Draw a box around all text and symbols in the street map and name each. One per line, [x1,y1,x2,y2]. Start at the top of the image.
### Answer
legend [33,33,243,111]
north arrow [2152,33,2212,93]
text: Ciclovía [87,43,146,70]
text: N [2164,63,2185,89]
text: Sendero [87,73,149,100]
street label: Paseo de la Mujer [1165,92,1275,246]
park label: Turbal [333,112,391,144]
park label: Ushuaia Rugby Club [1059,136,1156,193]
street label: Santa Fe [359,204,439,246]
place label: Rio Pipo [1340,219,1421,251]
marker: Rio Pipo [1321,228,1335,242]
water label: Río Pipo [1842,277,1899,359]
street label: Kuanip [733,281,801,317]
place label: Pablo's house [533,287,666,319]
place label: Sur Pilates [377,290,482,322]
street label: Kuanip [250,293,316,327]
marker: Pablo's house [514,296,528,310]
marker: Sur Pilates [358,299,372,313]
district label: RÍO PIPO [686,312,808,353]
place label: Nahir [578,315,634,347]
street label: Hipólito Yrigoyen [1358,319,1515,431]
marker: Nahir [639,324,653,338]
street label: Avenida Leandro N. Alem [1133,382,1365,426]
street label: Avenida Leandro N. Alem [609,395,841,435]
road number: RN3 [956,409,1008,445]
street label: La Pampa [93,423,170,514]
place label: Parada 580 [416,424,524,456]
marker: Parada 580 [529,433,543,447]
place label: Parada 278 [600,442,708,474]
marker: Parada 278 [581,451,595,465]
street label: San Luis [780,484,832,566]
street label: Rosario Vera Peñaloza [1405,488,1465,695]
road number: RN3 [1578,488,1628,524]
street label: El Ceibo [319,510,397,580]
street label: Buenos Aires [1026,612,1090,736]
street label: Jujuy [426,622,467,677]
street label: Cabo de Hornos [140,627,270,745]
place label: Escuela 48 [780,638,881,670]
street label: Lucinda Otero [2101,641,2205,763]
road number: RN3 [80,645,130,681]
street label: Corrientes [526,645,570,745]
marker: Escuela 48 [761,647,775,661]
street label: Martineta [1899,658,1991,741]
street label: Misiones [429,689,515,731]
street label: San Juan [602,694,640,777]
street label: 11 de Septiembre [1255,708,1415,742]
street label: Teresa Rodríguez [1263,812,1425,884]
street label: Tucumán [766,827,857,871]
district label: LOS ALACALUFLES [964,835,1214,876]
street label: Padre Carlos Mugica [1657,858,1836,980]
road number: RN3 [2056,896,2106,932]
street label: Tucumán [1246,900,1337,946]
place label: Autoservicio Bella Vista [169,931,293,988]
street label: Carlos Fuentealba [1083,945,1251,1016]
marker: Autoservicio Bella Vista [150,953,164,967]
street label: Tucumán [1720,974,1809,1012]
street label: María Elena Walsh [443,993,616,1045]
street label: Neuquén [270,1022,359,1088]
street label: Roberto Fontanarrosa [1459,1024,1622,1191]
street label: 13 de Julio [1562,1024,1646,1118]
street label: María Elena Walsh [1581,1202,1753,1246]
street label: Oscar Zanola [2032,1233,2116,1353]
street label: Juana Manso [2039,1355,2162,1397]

▶ **INSTRUCTIONS FOR THE TASK**
If a line in the records holds the word "Pablo", count it, then give only the total.

▶ **SOLUTION FOR THIS TASK**
2